*EXERCISE DIRECTIONS*.
The word to find is "canvas". State how many lines below contain it, giving only the number.

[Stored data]

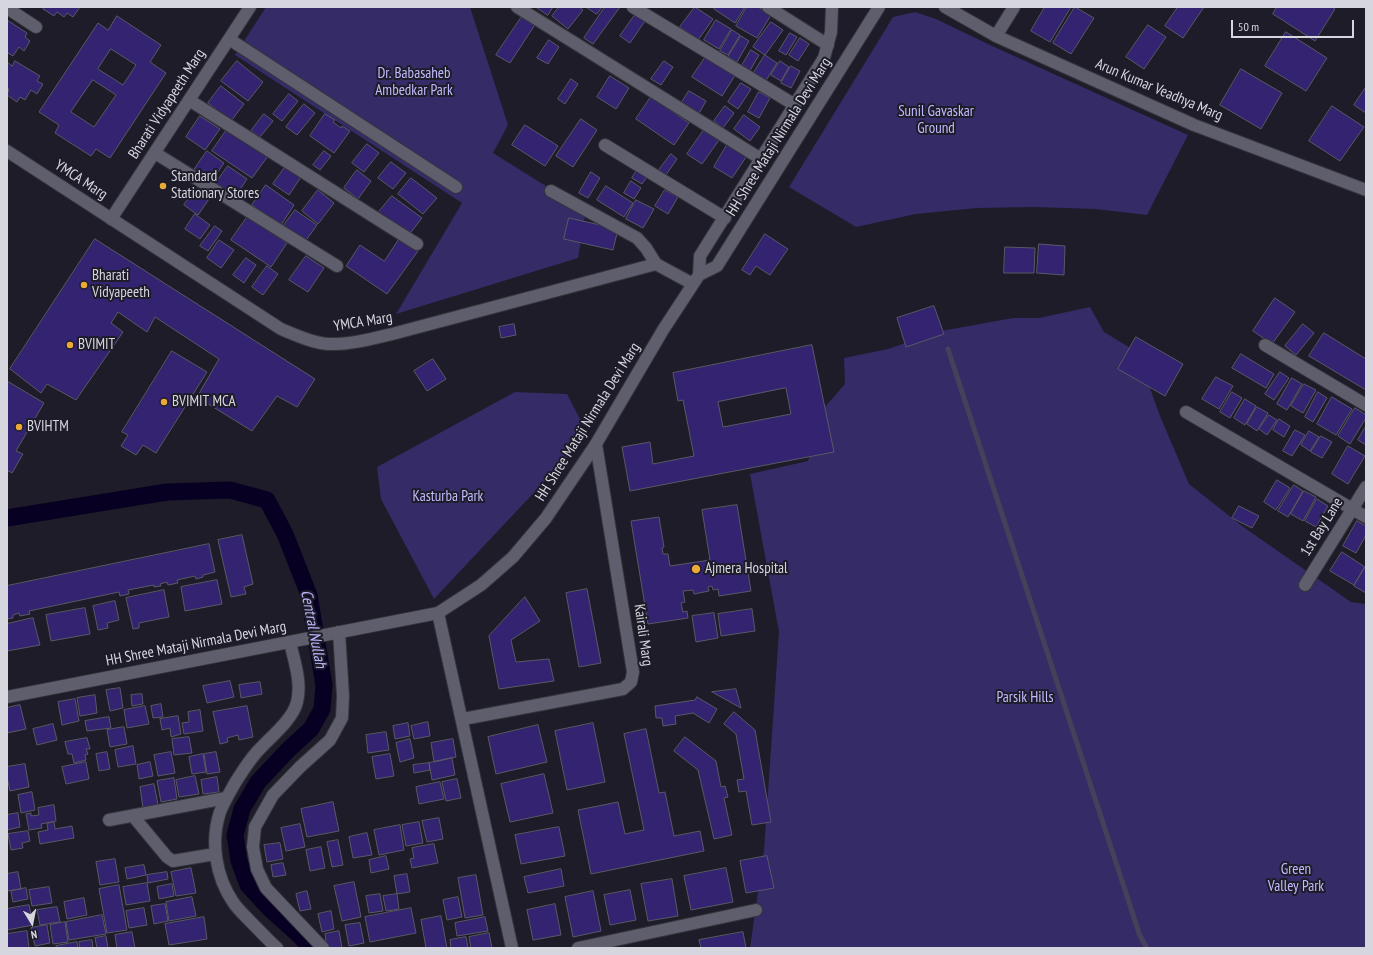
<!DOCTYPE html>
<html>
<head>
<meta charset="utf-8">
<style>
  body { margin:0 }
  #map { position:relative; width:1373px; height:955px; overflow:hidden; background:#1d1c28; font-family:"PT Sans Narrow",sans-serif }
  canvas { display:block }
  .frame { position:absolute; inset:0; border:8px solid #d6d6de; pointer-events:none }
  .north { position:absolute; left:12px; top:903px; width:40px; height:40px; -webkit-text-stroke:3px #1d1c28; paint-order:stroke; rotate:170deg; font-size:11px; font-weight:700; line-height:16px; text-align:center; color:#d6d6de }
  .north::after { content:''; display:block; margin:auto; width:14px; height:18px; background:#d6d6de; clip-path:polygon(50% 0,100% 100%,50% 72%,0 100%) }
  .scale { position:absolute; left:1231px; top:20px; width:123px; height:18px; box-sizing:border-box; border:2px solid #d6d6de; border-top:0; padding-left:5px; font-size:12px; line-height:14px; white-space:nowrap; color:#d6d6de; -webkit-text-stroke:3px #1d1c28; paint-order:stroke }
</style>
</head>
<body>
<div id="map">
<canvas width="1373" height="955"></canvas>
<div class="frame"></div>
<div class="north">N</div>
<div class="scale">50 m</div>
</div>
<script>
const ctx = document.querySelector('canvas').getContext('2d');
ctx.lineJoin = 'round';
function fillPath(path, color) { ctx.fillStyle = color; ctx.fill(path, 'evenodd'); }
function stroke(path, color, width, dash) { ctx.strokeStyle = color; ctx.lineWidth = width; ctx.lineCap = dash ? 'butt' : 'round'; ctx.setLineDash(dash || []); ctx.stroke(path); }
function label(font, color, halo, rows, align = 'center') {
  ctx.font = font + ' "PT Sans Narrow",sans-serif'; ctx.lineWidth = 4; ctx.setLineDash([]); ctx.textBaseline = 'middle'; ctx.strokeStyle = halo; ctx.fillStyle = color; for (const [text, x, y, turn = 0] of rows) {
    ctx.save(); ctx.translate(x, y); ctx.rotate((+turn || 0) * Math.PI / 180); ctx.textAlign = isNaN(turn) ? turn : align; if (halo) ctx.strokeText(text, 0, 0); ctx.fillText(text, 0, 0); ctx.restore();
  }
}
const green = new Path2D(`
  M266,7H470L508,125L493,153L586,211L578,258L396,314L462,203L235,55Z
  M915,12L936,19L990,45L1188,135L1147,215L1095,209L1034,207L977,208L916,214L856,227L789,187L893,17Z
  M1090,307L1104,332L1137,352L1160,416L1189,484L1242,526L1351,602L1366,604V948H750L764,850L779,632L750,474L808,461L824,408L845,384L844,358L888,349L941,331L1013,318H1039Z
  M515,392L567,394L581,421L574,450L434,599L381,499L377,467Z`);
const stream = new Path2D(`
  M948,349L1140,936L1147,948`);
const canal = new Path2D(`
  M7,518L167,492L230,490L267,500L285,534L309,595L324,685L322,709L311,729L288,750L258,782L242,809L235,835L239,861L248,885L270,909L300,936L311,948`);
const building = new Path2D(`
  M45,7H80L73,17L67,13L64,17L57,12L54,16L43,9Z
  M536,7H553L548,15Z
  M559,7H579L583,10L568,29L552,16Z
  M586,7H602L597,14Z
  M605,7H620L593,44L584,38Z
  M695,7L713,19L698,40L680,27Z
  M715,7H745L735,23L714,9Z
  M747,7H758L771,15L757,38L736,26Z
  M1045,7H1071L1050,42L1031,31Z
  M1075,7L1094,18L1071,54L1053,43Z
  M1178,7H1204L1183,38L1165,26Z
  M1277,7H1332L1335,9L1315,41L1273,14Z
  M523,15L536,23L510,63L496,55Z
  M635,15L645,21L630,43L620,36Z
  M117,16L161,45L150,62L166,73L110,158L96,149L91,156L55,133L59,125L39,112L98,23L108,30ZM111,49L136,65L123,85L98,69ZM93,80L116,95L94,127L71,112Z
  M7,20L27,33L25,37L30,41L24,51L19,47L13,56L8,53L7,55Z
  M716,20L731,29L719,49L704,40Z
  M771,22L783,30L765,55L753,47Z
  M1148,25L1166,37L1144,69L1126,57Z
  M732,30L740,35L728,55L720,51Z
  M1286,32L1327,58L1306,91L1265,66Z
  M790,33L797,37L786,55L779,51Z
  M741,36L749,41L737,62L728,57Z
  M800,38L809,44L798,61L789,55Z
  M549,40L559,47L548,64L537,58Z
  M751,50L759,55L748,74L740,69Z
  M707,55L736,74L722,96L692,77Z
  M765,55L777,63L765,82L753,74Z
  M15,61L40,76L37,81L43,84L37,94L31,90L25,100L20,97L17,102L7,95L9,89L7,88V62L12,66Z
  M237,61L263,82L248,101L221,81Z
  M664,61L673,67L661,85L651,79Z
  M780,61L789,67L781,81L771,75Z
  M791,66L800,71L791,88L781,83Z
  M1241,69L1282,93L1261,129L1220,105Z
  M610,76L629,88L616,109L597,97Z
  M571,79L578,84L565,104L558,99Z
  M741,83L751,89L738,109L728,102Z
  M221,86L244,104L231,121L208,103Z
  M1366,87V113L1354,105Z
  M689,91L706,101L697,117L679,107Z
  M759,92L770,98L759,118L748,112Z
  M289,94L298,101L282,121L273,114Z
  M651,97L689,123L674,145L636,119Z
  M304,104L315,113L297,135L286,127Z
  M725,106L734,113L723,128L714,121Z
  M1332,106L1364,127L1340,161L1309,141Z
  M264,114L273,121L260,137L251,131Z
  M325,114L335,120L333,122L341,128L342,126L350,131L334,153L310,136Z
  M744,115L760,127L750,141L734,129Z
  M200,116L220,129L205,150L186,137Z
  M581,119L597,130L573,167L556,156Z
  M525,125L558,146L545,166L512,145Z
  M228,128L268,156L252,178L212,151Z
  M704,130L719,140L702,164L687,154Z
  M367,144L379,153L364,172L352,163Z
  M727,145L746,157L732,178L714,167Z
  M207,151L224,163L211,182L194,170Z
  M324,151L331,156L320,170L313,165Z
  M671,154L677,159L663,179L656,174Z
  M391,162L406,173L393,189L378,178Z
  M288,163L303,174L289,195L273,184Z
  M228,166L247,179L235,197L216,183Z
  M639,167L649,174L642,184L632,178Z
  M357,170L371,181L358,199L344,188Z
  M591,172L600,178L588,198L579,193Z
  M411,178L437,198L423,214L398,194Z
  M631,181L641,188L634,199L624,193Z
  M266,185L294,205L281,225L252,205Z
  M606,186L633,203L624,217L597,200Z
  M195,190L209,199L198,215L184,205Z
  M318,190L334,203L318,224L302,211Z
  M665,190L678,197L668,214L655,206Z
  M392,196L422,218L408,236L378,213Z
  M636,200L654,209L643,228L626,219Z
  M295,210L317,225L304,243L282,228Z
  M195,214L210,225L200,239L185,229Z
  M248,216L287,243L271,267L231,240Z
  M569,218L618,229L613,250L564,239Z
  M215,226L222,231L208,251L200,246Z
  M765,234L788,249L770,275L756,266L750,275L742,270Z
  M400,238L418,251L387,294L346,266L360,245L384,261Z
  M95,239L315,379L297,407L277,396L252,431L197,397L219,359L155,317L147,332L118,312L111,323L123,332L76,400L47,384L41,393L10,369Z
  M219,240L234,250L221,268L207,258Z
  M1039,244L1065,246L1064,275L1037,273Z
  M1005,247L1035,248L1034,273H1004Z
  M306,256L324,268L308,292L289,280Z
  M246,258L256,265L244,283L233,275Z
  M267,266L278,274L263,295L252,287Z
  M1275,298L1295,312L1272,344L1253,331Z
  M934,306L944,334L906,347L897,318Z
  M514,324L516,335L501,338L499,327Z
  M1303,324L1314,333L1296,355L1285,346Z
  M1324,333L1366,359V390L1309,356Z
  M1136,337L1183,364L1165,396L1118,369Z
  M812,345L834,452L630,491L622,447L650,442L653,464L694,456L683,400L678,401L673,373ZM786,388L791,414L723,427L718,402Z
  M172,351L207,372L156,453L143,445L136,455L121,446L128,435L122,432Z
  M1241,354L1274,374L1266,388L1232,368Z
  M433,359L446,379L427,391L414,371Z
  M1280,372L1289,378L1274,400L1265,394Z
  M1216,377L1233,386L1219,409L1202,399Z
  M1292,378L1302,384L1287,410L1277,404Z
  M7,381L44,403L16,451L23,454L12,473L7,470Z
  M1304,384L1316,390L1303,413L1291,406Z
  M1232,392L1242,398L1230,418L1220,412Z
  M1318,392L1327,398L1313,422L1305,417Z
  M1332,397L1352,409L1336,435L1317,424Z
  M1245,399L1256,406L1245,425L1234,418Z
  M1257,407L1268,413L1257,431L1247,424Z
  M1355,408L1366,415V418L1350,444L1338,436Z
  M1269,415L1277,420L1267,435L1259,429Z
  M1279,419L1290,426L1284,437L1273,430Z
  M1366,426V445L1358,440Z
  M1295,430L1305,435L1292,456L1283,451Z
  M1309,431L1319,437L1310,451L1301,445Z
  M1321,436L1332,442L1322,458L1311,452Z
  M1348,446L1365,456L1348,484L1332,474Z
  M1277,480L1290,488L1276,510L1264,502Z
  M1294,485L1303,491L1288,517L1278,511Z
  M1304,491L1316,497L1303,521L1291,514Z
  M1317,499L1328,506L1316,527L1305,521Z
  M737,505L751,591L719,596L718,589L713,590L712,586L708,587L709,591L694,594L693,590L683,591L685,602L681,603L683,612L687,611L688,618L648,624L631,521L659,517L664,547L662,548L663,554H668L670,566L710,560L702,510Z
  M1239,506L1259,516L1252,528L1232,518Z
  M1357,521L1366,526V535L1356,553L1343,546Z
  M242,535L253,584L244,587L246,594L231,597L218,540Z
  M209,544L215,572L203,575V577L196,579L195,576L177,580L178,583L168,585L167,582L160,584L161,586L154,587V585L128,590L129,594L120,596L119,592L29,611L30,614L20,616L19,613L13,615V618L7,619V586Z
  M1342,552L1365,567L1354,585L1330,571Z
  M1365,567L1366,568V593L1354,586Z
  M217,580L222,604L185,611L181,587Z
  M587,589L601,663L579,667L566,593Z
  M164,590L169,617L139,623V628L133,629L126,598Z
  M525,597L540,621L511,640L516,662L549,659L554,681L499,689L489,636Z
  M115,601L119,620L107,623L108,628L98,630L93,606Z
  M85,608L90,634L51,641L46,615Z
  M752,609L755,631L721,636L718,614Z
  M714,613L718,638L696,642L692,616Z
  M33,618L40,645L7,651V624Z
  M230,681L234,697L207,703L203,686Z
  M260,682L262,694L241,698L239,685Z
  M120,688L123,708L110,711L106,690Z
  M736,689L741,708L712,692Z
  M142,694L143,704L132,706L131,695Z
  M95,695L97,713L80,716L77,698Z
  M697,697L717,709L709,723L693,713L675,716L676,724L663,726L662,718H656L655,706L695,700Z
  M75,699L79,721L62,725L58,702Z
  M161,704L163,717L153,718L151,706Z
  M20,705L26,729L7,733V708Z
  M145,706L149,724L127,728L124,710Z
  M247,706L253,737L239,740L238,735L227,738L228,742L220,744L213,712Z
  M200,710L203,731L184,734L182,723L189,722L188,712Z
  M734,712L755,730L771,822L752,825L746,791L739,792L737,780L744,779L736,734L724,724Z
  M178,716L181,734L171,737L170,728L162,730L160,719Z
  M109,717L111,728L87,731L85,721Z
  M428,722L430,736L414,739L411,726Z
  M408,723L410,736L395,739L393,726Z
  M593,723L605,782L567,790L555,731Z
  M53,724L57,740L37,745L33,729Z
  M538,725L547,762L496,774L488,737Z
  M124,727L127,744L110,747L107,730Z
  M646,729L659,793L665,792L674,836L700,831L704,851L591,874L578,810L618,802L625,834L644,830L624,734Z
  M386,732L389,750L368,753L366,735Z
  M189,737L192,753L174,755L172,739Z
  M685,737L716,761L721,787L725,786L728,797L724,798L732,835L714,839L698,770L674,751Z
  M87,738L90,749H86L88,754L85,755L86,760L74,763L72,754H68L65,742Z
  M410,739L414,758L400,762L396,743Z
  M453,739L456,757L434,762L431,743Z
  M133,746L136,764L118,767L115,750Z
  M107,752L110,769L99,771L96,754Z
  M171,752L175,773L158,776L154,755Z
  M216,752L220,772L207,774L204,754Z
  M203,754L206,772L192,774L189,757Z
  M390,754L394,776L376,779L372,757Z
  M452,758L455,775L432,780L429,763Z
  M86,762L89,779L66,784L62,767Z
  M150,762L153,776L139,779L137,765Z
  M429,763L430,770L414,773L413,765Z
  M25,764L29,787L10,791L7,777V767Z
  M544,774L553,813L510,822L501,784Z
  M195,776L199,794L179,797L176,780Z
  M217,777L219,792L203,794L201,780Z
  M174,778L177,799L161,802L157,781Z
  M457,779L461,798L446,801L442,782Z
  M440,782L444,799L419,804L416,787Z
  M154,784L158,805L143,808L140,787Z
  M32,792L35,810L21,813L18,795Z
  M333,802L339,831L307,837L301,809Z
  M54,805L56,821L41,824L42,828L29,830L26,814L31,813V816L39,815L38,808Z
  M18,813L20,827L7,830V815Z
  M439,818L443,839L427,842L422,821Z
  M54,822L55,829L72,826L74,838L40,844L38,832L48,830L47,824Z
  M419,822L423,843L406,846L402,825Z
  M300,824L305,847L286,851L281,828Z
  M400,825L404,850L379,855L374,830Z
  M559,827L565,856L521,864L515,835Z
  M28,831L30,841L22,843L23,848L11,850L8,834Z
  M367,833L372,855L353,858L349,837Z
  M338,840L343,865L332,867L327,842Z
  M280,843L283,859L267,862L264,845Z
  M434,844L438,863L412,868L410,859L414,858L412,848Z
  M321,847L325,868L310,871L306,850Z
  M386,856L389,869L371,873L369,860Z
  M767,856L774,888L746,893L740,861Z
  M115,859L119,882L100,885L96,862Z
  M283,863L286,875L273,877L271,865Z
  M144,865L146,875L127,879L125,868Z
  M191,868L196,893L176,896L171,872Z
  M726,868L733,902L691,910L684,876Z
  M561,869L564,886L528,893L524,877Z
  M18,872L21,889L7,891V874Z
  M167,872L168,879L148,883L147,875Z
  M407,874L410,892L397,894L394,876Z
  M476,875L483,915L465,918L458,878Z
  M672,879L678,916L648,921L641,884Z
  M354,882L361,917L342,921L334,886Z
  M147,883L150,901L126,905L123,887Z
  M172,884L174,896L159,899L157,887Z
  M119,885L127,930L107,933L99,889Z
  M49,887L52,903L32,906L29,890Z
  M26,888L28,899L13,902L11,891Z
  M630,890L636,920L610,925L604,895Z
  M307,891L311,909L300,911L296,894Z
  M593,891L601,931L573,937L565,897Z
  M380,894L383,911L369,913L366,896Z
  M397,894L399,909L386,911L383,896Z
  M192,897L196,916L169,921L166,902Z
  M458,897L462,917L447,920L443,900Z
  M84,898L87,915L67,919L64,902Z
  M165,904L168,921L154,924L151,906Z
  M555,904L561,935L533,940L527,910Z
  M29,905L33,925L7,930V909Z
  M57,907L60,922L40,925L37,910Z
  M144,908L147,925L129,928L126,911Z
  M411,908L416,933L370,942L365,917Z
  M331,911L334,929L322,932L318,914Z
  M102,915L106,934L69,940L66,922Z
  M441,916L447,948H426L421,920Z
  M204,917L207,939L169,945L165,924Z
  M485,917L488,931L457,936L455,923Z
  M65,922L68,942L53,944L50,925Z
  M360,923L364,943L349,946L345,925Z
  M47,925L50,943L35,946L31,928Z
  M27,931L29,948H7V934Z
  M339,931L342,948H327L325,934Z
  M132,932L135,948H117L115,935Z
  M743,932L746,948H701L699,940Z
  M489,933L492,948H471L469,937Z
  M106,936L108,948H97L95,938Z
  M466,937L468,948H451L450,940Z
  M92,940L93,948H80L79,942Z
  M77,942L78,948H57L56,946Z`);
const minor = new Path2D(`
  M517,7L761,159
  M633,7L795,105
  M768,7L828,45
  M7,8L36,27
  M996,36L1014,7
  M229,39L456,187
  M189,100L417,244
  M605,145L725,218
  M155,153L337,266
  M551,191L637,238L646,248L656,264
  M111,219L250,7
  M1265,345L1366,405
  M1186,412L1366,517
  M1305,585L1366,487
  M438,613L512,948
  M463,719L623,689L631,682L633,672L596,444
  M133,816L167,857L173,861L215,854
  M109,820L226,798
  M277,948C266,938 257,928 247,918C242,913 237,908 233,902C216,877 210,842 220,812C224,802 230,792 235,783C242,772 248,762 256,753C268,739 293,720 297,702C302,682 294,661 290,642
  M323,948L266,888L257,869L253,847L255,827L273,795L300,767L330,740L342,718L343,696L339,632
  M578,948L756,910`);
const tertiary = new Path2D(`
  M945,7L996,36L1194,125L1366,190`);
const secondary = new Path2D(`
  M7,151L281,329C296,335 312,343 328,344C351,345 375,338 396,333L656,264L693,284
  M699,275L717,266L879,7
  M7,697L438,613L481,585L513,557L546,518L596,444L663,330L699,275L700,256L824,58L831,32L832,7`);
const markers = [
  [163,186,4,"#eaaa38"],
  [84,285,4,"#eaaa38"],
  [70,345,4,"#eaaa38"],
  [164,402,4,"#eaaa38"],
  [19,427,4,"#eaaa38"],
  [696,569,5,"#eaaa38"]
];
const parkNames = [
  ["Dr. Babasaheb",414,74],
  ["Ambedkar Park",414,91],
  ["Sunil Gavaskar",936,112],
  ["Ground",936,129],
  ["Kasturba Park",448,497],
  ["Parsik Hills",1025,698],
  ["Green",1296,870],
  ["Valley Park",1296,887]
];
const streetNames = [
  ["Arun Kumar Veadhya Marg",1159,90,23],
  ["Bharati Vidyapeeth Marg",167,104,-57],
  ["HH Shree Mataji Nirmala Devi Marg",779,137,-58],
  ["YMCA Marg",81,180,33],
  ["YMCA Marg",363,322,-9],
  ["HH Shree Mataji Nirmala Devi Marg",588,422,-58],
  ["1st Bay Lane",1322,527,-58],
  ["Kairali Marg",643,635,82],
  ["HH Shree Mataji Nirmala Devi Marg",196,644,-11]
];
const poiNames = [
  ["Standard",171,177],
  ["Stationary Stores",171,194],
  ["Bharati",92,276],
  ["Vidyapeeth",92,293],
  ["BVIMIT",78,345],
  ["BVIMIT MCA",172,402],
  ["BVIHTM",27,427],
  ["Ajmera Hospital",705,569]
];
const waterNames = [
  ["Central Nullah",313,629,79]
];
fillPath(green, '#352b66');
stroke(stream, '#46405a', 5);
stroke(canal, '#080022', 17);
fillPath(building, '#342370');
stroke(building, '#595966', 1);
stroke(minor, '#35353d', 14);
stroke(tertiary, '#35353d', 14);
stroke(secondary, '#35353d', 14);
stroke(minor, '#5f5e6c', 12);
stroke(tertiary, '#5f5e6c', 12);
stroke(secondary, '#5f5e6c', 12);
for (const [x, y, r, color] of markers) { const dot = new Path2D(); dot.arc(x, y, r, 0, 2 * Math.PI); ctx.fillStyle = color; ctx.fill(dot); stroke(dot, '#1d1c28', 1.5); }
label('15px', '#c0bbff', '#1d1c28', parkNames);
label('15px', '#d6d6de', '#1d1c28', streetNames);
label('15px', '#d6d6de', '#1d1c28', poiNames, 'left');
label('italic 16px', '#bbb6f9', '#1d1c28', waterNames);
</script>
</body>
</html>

*YOUR RESPONSE*.
3